35 Son installation terminée, le professeur Renel se met aussitôt au travail.

36 Nul n’ignore, depuis son passage au lycée Louis-le-Grand et surtout son séjour rue d’Ulm, sa prédilection pour l’histoire des religions. À l’instar de son maître et modèle Renan, les civilisations mortes et les religions disparues trouvent une place privilégiée dans ses recherches.

37 Sa thèse l’évolution d’un mythe. Açvins et Dioscures de 1896 reflète nettement cette inclination. Tout en s’évertuant à établir les points communs entre les Açvins védiques et les Dioscures grecs, Renel nous entraîne dans l’univers complexe, mais ô combien fascinant de la mythologie indienne et grecque.

38 Dans son ouvrage de 1903 Les enseignes. Cultes militaires de Rome, l’auteur ne quitte pas le cadre des civilisations et des religions anciennes.

39 C’est vers la Rome antique que Renel nous emmène. Il nous donne quelques notions sur les différentes sortes d’enseignes dans l’armée romaine, décrit leurs rôles pendant les batailles et les solennités militaires, et, avec beaucoup d’application, relate le culte et la déification de ces signa. Enfin, ses contacts avec Salomon Reinach (1858-1932), directeur du musée des Antiquités nationales et co-directeur de la Revue d’archéologie, dont les principaux ouvrages sont Manuel de philologie classique (1880) et Répertoire de la statuaire grecque et romaine (1897-1924), allaient se préciser21.

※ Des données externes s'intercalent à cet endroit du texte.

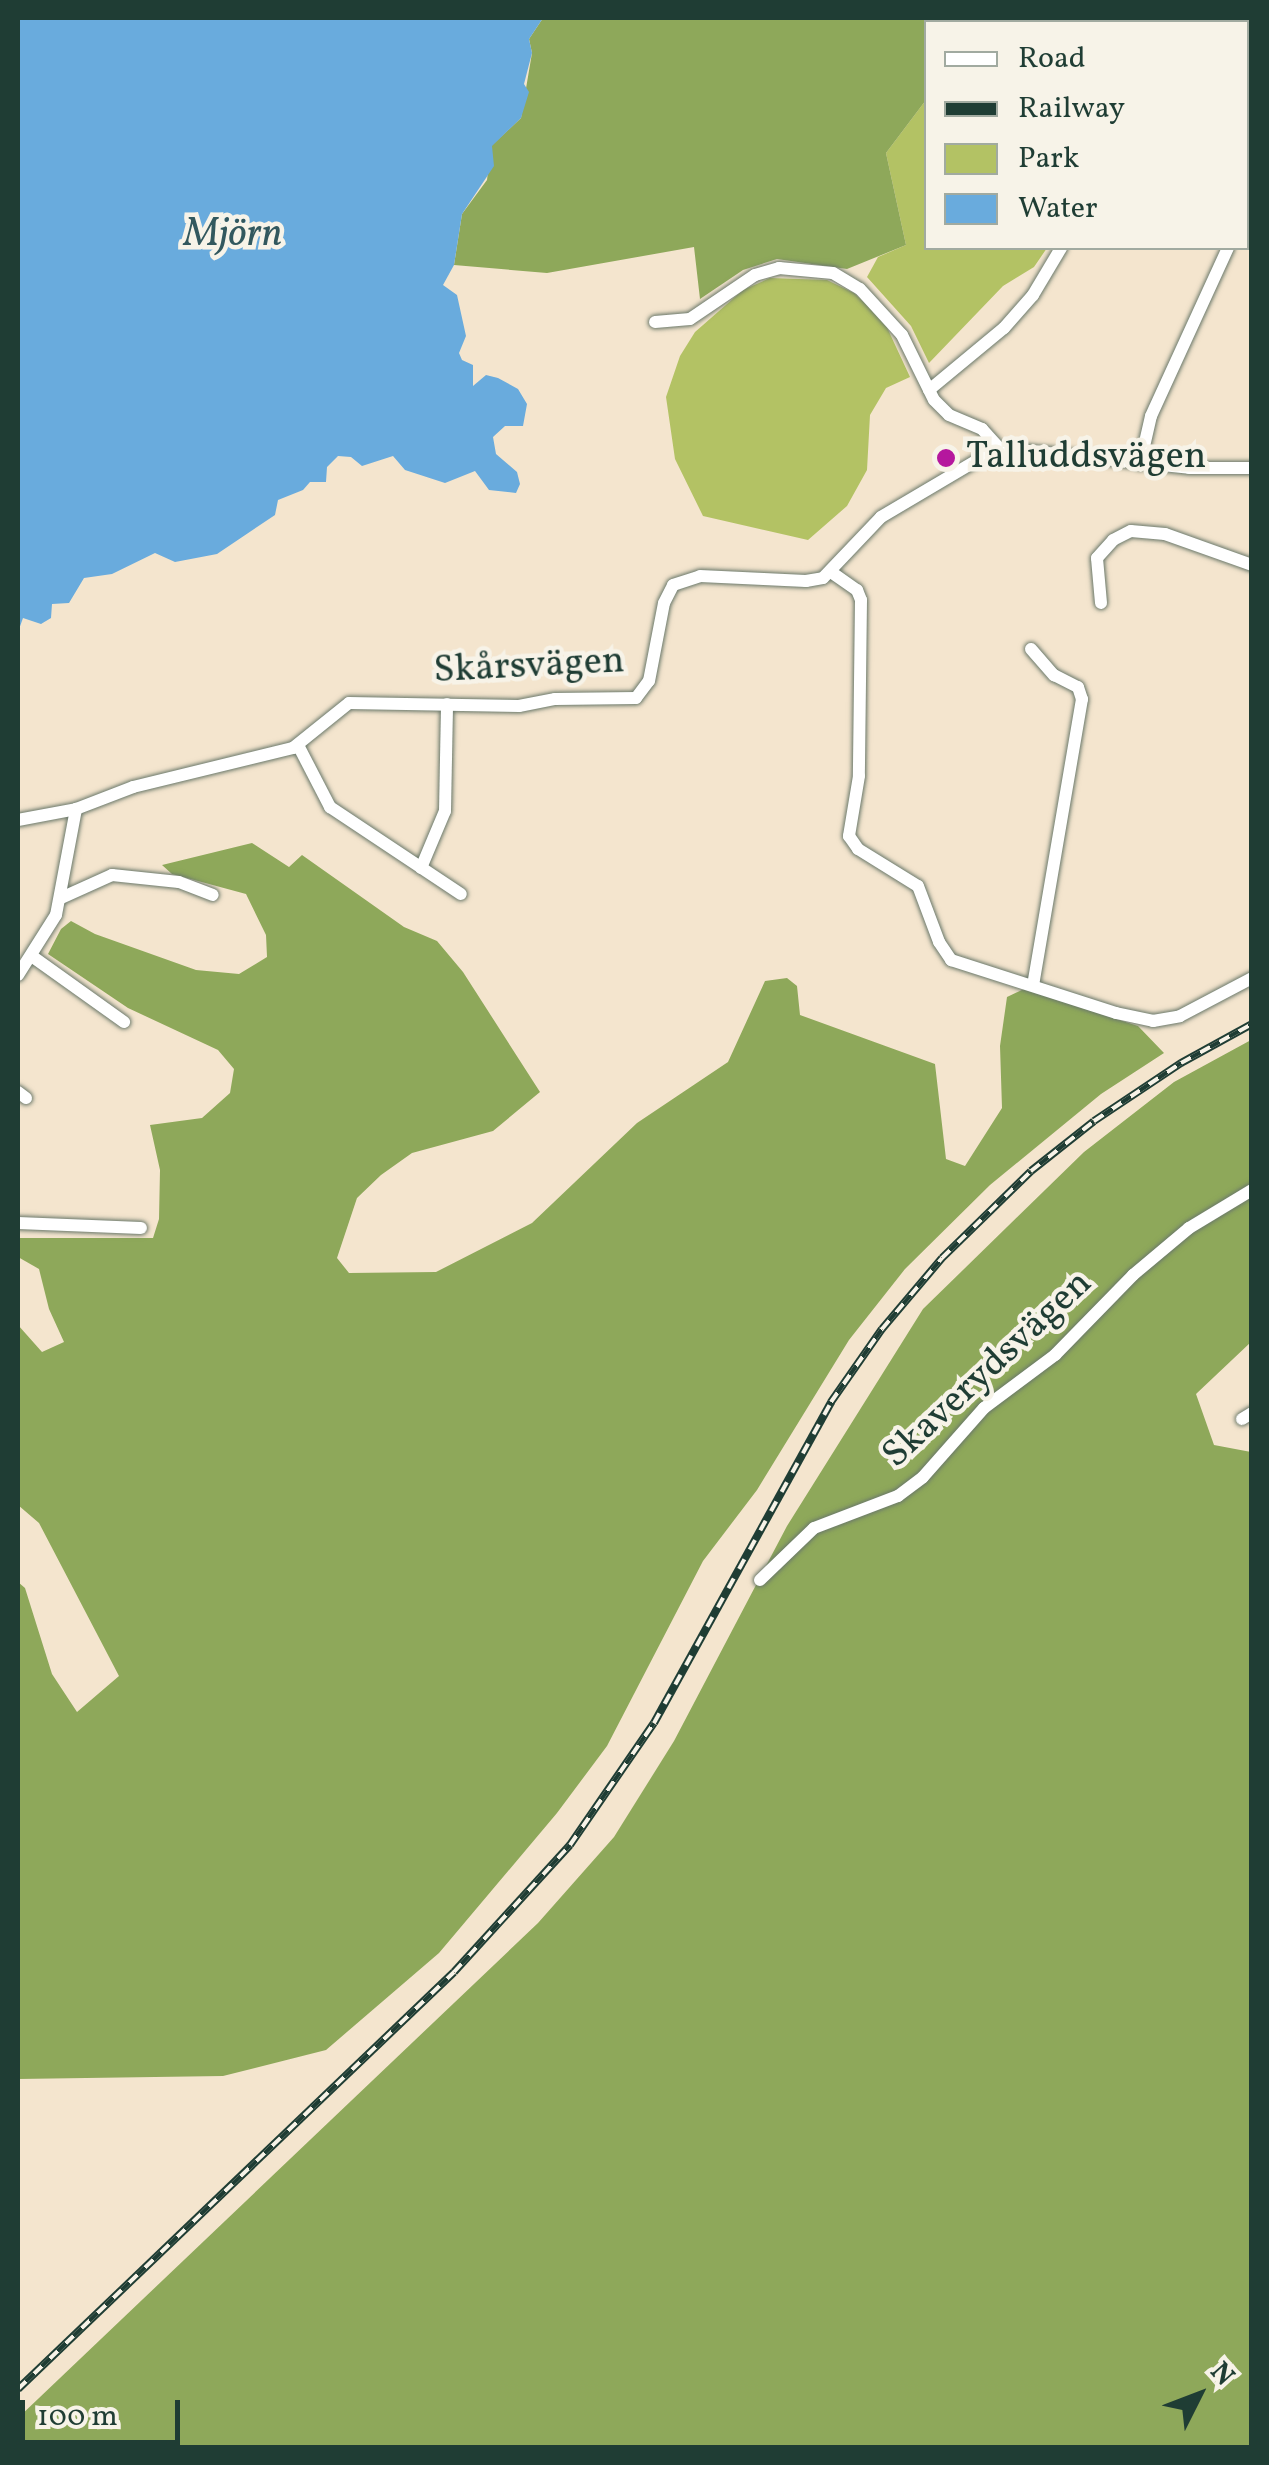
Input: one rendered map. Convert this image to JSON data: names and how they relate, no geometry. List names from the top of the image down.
{
  "streets": {
    "street": ["Skårsvägen", "Skaverydsvägen"]
  },
  "water": ["Mjörn"],
  "places": ["Talluddsvägen"],
  "legend": [
    "Road",
    "Railway",
    "Park",
    "Water"
  ],
  "scale_bar": "100 m",
  "north": "top right"
}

40 Quelques années plus tard, en 1906, comme on pouvait s’y attendre, Renel nous fait découvrir l’ancienne Gaule : il publie Les religions de la Gaule avant le christianisme. Dressant un tableau aussi exact que possible des croyances sur le sol gaulois, cet ouvrage rapporte dans les moindres détails les cultes par lesquels ces croyances se manifestent. Indépendamment de leur valeur intrinsèque reconnue par les spécialistes des religions anciennes et mythologiques, ces travaux constitueront le galop d’entraînement préparatoire à l’analyse de la religion malgache, de ses pratiques, de sa mythologie, en un mot de l’anthropologie de la Grande Île.

41 Outre l’enseignement de la philologie à la faculté des Lettres, Renel fait aussi un cours public au grand amphithéâtre du palais Saint-Pierre de Lyon22.

42 C’est un cours d’histoire des religions. À chaque intervention, il fait salle comble. Son auditoire est très hétérogène, toutes les couches sociales y sont représentées.

43 Toujours à la faculté des Lettres de Lyon, en 1900, Renel accède au grade de professeur adjoint. Désormais, il semble mener une vie heureuse à Lyon.

44 Durant l’année universitaire 1903-1904, le recteur fait en effet la remarque23 suivante : « M. Renel a pris une assez bonne situation à la faculté et en ville », sous-entendant peut-être que les relations d’Augagneur et de Renel se précisent.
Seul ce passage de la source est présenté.